I spent 20 years politely answering the question, 'How do you feel when people categorise you as a gay writer?' and I'm not going to do it this time round. It's no longer relevant
Alan Hollinghurst, speaking to The Guardian’s Stephen Moss in 2011

Antonythasan Jesuthasan

The Sri Lankan Tamil author and actor Antonythasan Jesuthasan has lived in exile, in Paris since 1993 and has written several short stories, plays, and political essays about his personal experience during the Sri Lankan Civil War. His 2001 novel Gorilla was based on his own experience of the militant Liberation Tigers of Tamil Eelam, and in 2015 he starred in the Palme d’Or winning Dheepan, a film about Sri Lankan refugees seeking asylum in France, which closely mirrored his own backstory.

see Antonythasan at BAM

I didn’t know real life in Sri Lanka. Just the war. And it has shaped everything. Still, I am at war. I always will be.
Antonythasan Jesuthasan, speaking to the Guardian in 2016

Nils Rune Utsi

Known by his stage name, SlinCraze, Nils Rune Utsi is a Sami rapper from the northern reaches of Norway.
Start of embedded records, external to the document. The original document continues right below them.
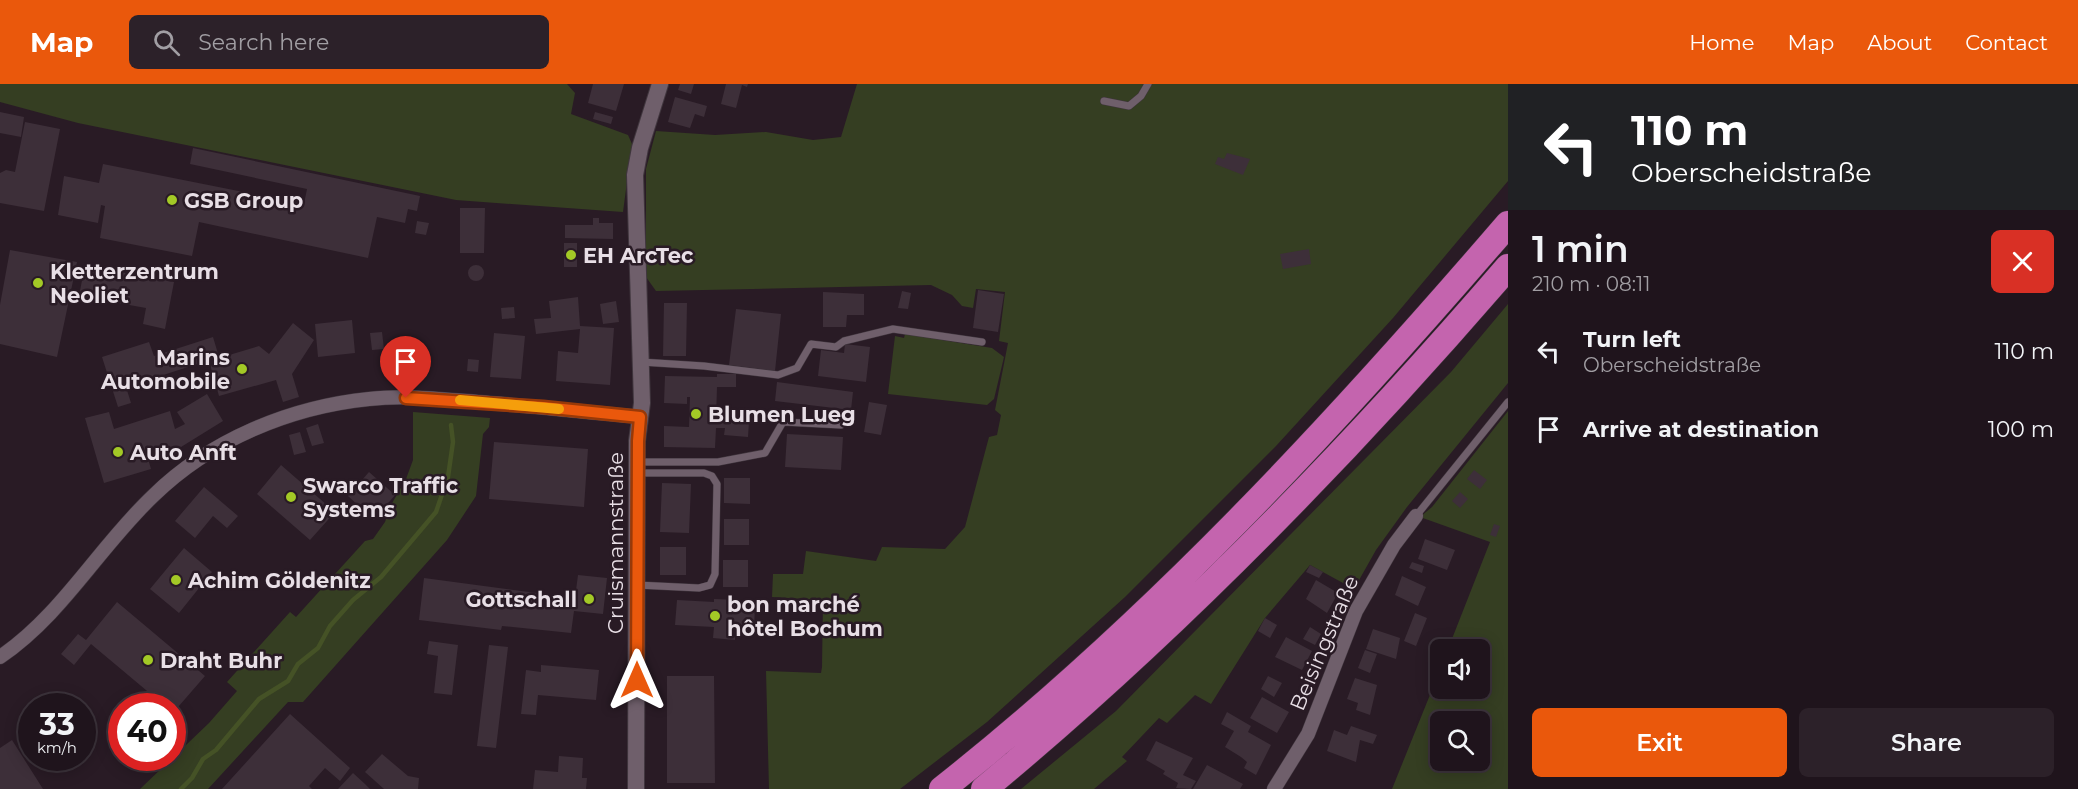 <!DOCTYPE html>
<html lang="en">
<head>
<meta charset="utf-8">
<style>
	:root { --surface:#1f141c; --page:#2c2129; --text:#f1f3f6; --muted:#a19ea3; --line:#3c333b; --accent:#ea580c }
	body { margin:0; font-family:Montserrat,sans-serif; background:var(--page); color:var(--text); height:100vh; display:flex; flex-direction:column; font-size:22px; white-space:nowrap }
	* { box-sizing:border-box; margin:0 }
	p { font-size:20px; color:var(--muted) }
	.icon { flex:none; width:33px; height:33px; fill:none; stroke:currentColor; stroke-width:2; stroke-linecap:round; stroke-linejoin:round }
	.map { position:relative; flex:1; overflow:hidden }
	.side { display:flex; flex-direction:column; background:var(--surface); width:570px }
	.side>* { flex:none }
	.top-card { background:#202124; color:#fff; overflow:hidden }
	.tools { position:absolute; left:1430px; top:555px; display:grid; gap:12px }
	.tools a { display:grid; place-items:center; width:60px; height:60px; border-radius:9px; background:var(--surface); box-shadow:0 3px 15px #0003,0 0 0 2px var(--line); font-size:30px }
	.speed { position:absolute; left:18px; top:609px; display:flex; gap:12px; font-size:30px; font-weight:700; text-align:center }
	.speed>* { display:grid; place-content:center; width:78px; height:78px; border-radius:50%; background:var(--surface); box-shadow:0 3px 15px #0003,0 0 0 2px var(--line); line-height:1 }
	.speed small { font-size:15px; font-weight:400 }
	.speed .limit { border:9px solid #d22; background:#fff; color:#111 }
	.pin { position:absolute; display:grid; place-items:center; width:51px; height:51px; color:#fff; margin:-62px -26px; border-radius:50% 50% 50% 0; rotate:-45deg; box-shadow:0 0 6px #0007 }
	.pin .icon { rotate:45deg }
	.me { position:absolute; width:66px; margin:-33px; rotate:0deg; stroke-linejoin:round; filter:drop-shadow(0 0 4px #0008) }
	.turn { display:flex; align-items:center; gap:21px; height:126px; padding:0 24px; font-size:27px }
	.turn .icon { width:78px; height:78px; stroke-width:2.5 }
	.turn b { display:block; font-size:42px; line-height:51px }
	.round { display:grid; place-items:center; flex:none; width:63px; height:63px; border-radius:9px; background:var(--page) }
	.overview { display:flex; align-items:center; justify-content:space-between; height:102px; padding:0 24px }
	h1 { font-size:36px; font-weight:600; line-height:45px }
	.action { display:flex; gap:12px; margin-top:auto; padding:12px 24px }
	.action a { flex:1; height:69px; border-radius:9px; background:var(--accent); color:#fff; font-size:24px; font-weight:600; line-height:69px; text-align:center }
	.action a+a { background:var(--page); color:var(--text) }
	ul { padding:0; list-style:none }
	li { display:flex; align-items:center; gap:18px; height:78px; padding:0 24px }
	li div { flex:1 }
	li b { display:block; font-size:22px }
	li em { font-style:normal }
	header { display:flex; align-items:center; gap:36px; box-sizing:border-box; height:84px; padding:0 30px; background:var(--accent); color:#fff }
	header strong { font-size:28px }
	nav { display:flex; gap:33px; margin-inline-start:auto; font-size:21px }
	.search { width:420px; height:54px; background:var(--page); display:flex; align-items:center; gap:15px; box-sizing:border-box; padding:0 21px; border-radius:9px; color:var(--muted); font-size:22px }
	main { display:flex; flex:1; min-height:0 }
	.map>svg:first-child { display:block }
	.green { fill:#353e22; fill-rule:evenodd }
	.lines { fill:none; stroke-linecap:round; stroke-linejoin:round }
	.stream { stroke:#455226; stroke-width:4.5 }
	.building { fill:#3d2f39 }
	.service-casing { stroke:#40363e; stroke-width:8 }
	.minor-casing { stroke:#40363e; stroke-width:15 }
	.tertiary-casing { stroke:#40363e; stroke-width:18 }
	.motorway-casing { stroke:#40363e; stroke-width:27 }
	.service { stroke:#6f5f6b; stroke-width:7 }
	.minor { stroke:#6f5f6b; stroke-width:14 }
	.tertiary { stroke:#6f5f6b; stroke-width:16 }
	.motorway { stroke:#c464ae; stroke-width:26 }
	.route-casing { stroke:#983908; stroke-width:15 }
	.route { stroke:#ea580c; stroke-width:10 }
	.slow { stroke:#f59e0b; stroke-width:10 }
	.poi-dot { fill:#a3c926; stroke:#291b25; stroke-width:2 }
	.labels { text-anchor:middle; dominant-baseline:central; stroke-width:5; stroke-linejoin:round; paint-order:stroke }
	.poi-label { font-size:21px; font-weight:bold; fill:#e8dfe6; stroke:#291b25; text-anchor:start }
	.street-label { font-size:21px; fill:#e8dfe6; stroke:#291b25 }
</style>
</head>
<body>
<header>
<strong>Map</strong>
<div class="search"><svg class="icon" aria-label="search" viewBox="0 0 24 24"><circle cx="10" cy="10" r="6"/><path d="M15 15l6 6"/></svg>Search here</div>
<nav><a>Home</a><a>Map</a><a>About</a><a>Contact</a></nav>
</header>
<main>
<div class="map">
<svg width="1508" height="705" viewBox="0 0 1508 705">
	<rect width="100%" height="100%" fill="#291b25"/>
	<path class="green" d="M0,0H567L575,9L571,30L628,51L632,60L623,128L456,116L78,39L0,18Z
		M857,0H1508V97L1393,234L1276,362L1125,513L987,638L900,705H769L766,587L821,589L822,583L823,516L772,513L773,490H803L806,467L876,477L882,463L945,465L965,443L989,353L997,351L1001,331L995,326L1008,259L999,257L1005,208L976,205L973,224L962,222L952,211L931,201L656,207L646,193V85L656,47L715,51L766,48L813,56L841,53Z
		M1508,220V299L1407,423L1376,466L1354,505L1310,481L1265,534L1211,620L1195,611L1167,639L1159,634L1122,673L1127,677L1094,705H1021L1116,627L1451,288Z
		M905,250L992,264L1004,273L994,315L987,321L888,310L895,252L904,254Z
		M1508,327V705H1392L1440,586V604H1479V566L1448,565L1490,458L1420,433L1432,423ZM1440,638H1479V676H1440Z
		M413,328L490,334L489,343L483,350L476,412L447,456L303,618H288L208,705H140L209,639L237,607L227,598L290,528L296,533L365,457L373,455L385,438L391,421L406,395L413,376Z"/>
	<g class="lines">
		<path class="stream" d="M181,705L192,694L203,675L216,666L259,615L288,597L298,580L318,564L330,542L353,516L381,493L436,428L448,393L453,358L451,341"/>
	</g>
	<path class="building" d="M593,0H624L616,27L588,19Z
		M680,0H694L691,10L678,6Z
		M726,0H748L747,3L742,1L736,24L721,20Z
		M675,13L707,22L704,33L695,30L690,44L668,38Z
		M0,28L24,33L21,53L0,49Z
		M595,28L613,33L611,40L593,35Z
		M25,38L60,45L44,127L0,119V89L6,86L15,88Z
		M193,64L420,112L417,127L408,125L405,139L377,133L368,174L199,138L192,172L100,154L105,122L101,121L98,139L58,131L64,92L99,99L103,80L304,120L307,105L190,80Z
		M1227,69L1250,75L1243,91L1215,80L1218,73L1224,75Z
		M460,124H485L484,169H460Z
		M593,134H599V139H613V155L565,154V141H593Z
		M417,137L429,139L426,151L415,149Z
		M564,159H577V183H564Z
		M1309,165L1311,180L1283,185L1280,170Z
		M10,166L77,178L57,273L0,260V221Z
		M85,181L174,198L165,245L143,240L146,224L79,212Z
		M468 189a8 8 0 1 1 16 0a8 8 0 1 1-16 0Z
		M978,206L1004,210L998,248L973,244Z
		M902,207L911,209L908,225L898,224Z
		M823,208L864,210V231H847L846,243H823Z
		M578,213L580,242L614,244L610,301L556,297L558,267L578,269L580,245L536,250L534,235L551,234L549,217Z
		M616,217L619,238L603,240L600,220Z
		M664,219H687L686,272H663Z
		M514,223L515,234L502,235L501,224Z
		M736,225L781,230L775,287L729,281Z
		M352,236L355,269L318,273L315,240Z
		M293,239L314,256L292,290L299,313L283,318L276,296L219,312L209,277L259,262L269,270Z
		M382,248L384,265L372,266L370,249Z
		M494,249L525,252L521,295L490,293Z
		M213,253L219,273L126,303L131,319L118,323L102,273L149,258L154,272Z
		M845,260L870,263L866,298L818,292L821,266L844,269Z
		M468,275L479,276L478,288L467,287Z
		M717,290H736V303H717L716,335L749,337L748,353L724,351L725,344H716L715,364L664,363V342L689,343L690,313H687V320L664,319L665,292L717,293Z
		M777,298L853,308L851,326L775,317Z
		M207,310L223,337L181,363L156,371L155,368L147,371L151,385L104,399L85,334L109,328L114,345L170,327L175,345L185,340L177,328Z
		M869,318L887,321L881,351L864,348Z
		M318,340L324,359L312,362L306,344Z
		M300,348L306,368L294,371L289,351Z
		M787,350L843,353L841,386L785,383Z
		M494,358L588,365L584,423L489,415Z
		M281,381L335,428L310,456L257,410Z
		M1474,386L1487,396L1480,405L1467,395Z
		M369,388L395,411L374,436L348,412Z
		M724,394H750V420L724,419Z
		M662,399L691,400L689,449L660,448Z
		M204,403L238,432L227,444L213,432L195,454L175,437Z
		M1460,408L1468,415L1460,424L1452,417Z
		M724,435H749V461H724Z
		M1494,440L1500,442L1496,453L1490,451Z
		M1425,455L1455,466L1447,486L1418,475Z
		M660,463H686V491H660Z
		M184,464L212,488L179,529L150,505Z
		M723,476H748V503H723Z
		M1412,478L1424,482L1422,489L1409,484Z
		M1310,481L1323,488L1319,494L1306,488Z
		M578,491L607,494L603,530L574,527L571,549L502,542L501,546L419,536L424,494L575,514Z
		M1402,492L1426,503L1418,522L1395,511Z
		M1316,496L1338,509L1327,529L1306,515Z
		M714,515L738,516L737,522L755,523L754,544L736,543L735,556L713,554L714,543L675,541L677,516L714,518Z
		M117,518L205,592L172,630V622H165L91,560L74,581L61,570L78,550L86,556Z
		M1415,529L1427,534L1416,562L1404,557Z
		M1265,534L1277,541L1270,554L1258,547Z
		M1310,543L1321,550L1315,561L1303,555Z
		M1373,545L1400,554L1396,575L1366,565Z
		M1286,553L1312,567L1302,586L1275,573Z
		M429,557L458,561L452,611L434,609L438,572L427,570Z
		M489,561L508,563L496,664L477,662Z
		M1365,566L1377,570L1370,589L1358,584Z
		M541,581L599,586L596,616L538,611L536,631L521,630L526,586L541,588Z
		M667,592H714L715,699H667Z
		M1268,592L1282,599L1274,613L1261,605Z
		M1355,594L1377,601L1370,631L1356,626L1358,619L1347,615Z
		M1262,613L1289,628L1277,649L1250,634Z
		M1227,628L1251,642L1248,648L1271,661L1256,691L1244,684L1247,678L1241,673L1225,663L1234,647L1221,640Z
		M290,630L350,684L340,697L325,684L309,702L312,705H222Z
		M1351,642L1377,651L1373,660L1360,656L1356,678L1327,667L1334,646L1347,651Z
		M12,656L43,705H0V664Z
		M1156,657L1193,674L1183,691L1196,697L1191,705L1176,704L1178,699L1163,690L1165,687L1146,676Z
		M382,670L408,692L419,694L418,705H384L365,688Z
		M559,672L583,674L582,694H587L586,705H533L535,686L558,688Z
		M1207,681L1243,700L1240,705H1193Z
		M353,689L365,700L370,705H338Z"/>
	<g class="lines">
		<g class="service-casing">
			<path id="service" d="M1104,17L1129,22L1141,12L1148,0
				M641,278L704,282L778,291L797,284L811,260L836,263L844,257L893,245L982,258
				M637,378H718L765,369L783,338L841,341
				M1416,432L1508,318
				M637,501L699,504L710,501L715,490L717,400L712,392L704,389H637"/>
		</g>
		<g class="minor-casing">
			<path id="minor" d="M0,573C62,531 99,463 153,412C210,356 290,323 369,315C405,311 442,315 478,318C532,322 586,328 641,333
				M1274,705L1308,650L1356,527L1394,461L1416,432"/>
		</g>
		<g class="tertiary-casing">
			<path id="tertiary" d="M636,705L637,357L642,319L635,91L640,64L660,0"/>
		</g>
		<g class="motorway-casing">
			<path id="motorway" d="M942,705C1152,539 1334,342 1508,140
				M984,705C1175,547 1347,370 1508,183"/>
		</g>
		<use href="#service" class="service"/>
		<use href="#minor" class="minor"/>
		<use href="#tertiary" class="tertiary"/>
		<use href="#motorway" class="motorway"/>
	</g>
	<g class="lines">
		<g class="route-casing">
			<path id="route" d="M406,314L543,323L640,333L638,357L637,596"/>
		</g>
		<use href="#route" class="route"/>
		<path class="slow" d="M460,316L559,325"/>
	</g>
	<g class="poi-dot">
		<circle cx="172" cy="116" r="6"/>
		<circle cx="571" cy="171" r="6"/>
		<circle cx="38" cy="199" r="6"/>
		<circle cx="242" cy="285" r="6"/>
		<circle cx="696" cy="330" r="6"/>
		<circle cx="118" cy="368" r="6"/>
		<circle cx="291" cy="413" r="6"/>
		<circle cx="176" cy="496" r="6"/>
		<circle cx="589" cy="515" r="6"/>
		<circle cx="715" cy="532" r="6"/>
		<circle cx="148" cy="576" r="6"/>
	</g>
	<g class="labels">
		<g class="poi-label">
			<text x="184" y="116">GSB Group</text>
			<text x="583" y="171">EH ArcTec</text>
			<text x="50" y="187">Kletterzentrum<tspan x="50" dy="24">Neoliet</tspan></text>
			<text x="230" y="273" text-anchor="end">Marins<tspan x="230" dy="24">Automobile</tspan></text>
			<text x="708" y="330">Blumen Lueg</text>
			<text x="130" y="368">Auto Anft</text>
			<text x="303" y="401">Swarco Traffic<tspan x="303" dy="24">Systems</tspan></text>
			<text x="188" y="496">Achim Göldenitz</text>
			<text x="577" y="515" text-anchor="end">Gottschall</text>
			<text x="727" y="520">bon marché<tspan x="727" dy="24">hôtel Bochum</tspan></text>
			<text x="160" y="576">Draht Buhr</text>
		</g>
		<g class="street-label">
			<text transform="translate(615 459) rotate(-90)">Cruismannstraße</text>
			<text transform="translate(1324 559) rotate(-67)">Beisingstraße</text>
		</g>
	</g>
</svg>
<div class="tools">
<a><svg class="icon" aria-label="sound" viewBox="0 0 24 24"><path d="M4 9h4l5-4v14l-5-4H4zM17 9q2 3 0 6"/></svg></a>
<a><svg class="icon" aria-label="search" viewBox="0 0 24 24"><circle cx="10" cy="10" r="6"/><path d="M15 15l6 6"/></svg></a>
</div>
<div class="speed"><div>33<small>km/h</small></div><div class="limit">40</div></div>
<div class="pin" style="left:406px;top:314px;background:#d93025"><svg class="icon" aria-label="arrive" viewBox="0 0 24 24"><path d="M6 21V4h12l-3 4 3 4H6"/></svg></div>
<svg class="me" style="left:637px;top:596px" viewBox="-20 -20 40 40"><path d="M0-17L14 15 0 8-14 15z" fill="#ea580c" stroke="#fff" stroke-width="4"/></svg>
</div>
<section class="side">
<div class="top-card">
<div class="turn"><svg class="icon" aria-label="left" viewBox="0 0 24 24"><path d="M17 20v-9H6M10 6l-5 5 5 5"/></svg><div><b>110 m</b>Oberscheidstraße</div></div>
</div>
<div class="overview"><div><h1>1 min</h1><p>210 m · 08:11</p></div><a class="round" style="background:#d93025;color:#fff"><svg class="icon" aria-label="close" viewBox="0 0 24 24"><path d="M6 6l12 12M18 6L6 18"/></svg></a></div>
<ul>
<li><svg class="icon" aria-label="left" viewBox="0 0 24 24"><path d="M17 20v-9H6M10 6l-5 5 5 5"/></svg><div><b>Turn left</b><p>Oberscheidstraße</p></div><em>110 m</em></li>
<li><svg class="icon" aria-label="arrive" viewBox="0 0 24 24"><path d="M6 21V4h12l-3 4 3 4H6"/></svg><div><b>Arrive at destination</b></div><em>100 m</em></li>
</ul>
<div class="action"><a>Exit</a><a>Share</a></div>
</section>
</main>
</body>
</html>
He performs in Sami, a language spoken by only 20,000 people, in order to preserve the language itself, but also to fight stereotypes about his home region and encourage other young Sami people not to feel ashamed of their culture. Utsi’s verse often focuses on what it’s like to be a young indigenous man living in between two worlds.

see Nils at BAM

I’ve never been political, but it’s import for me to tell [the Sami youth] to not be ashamed of your culture… to be proud to be a native.
Nils Rune Utsi, aka Slincraze

Being A Man takes place at Southbank Centre from 24-26 November 2017.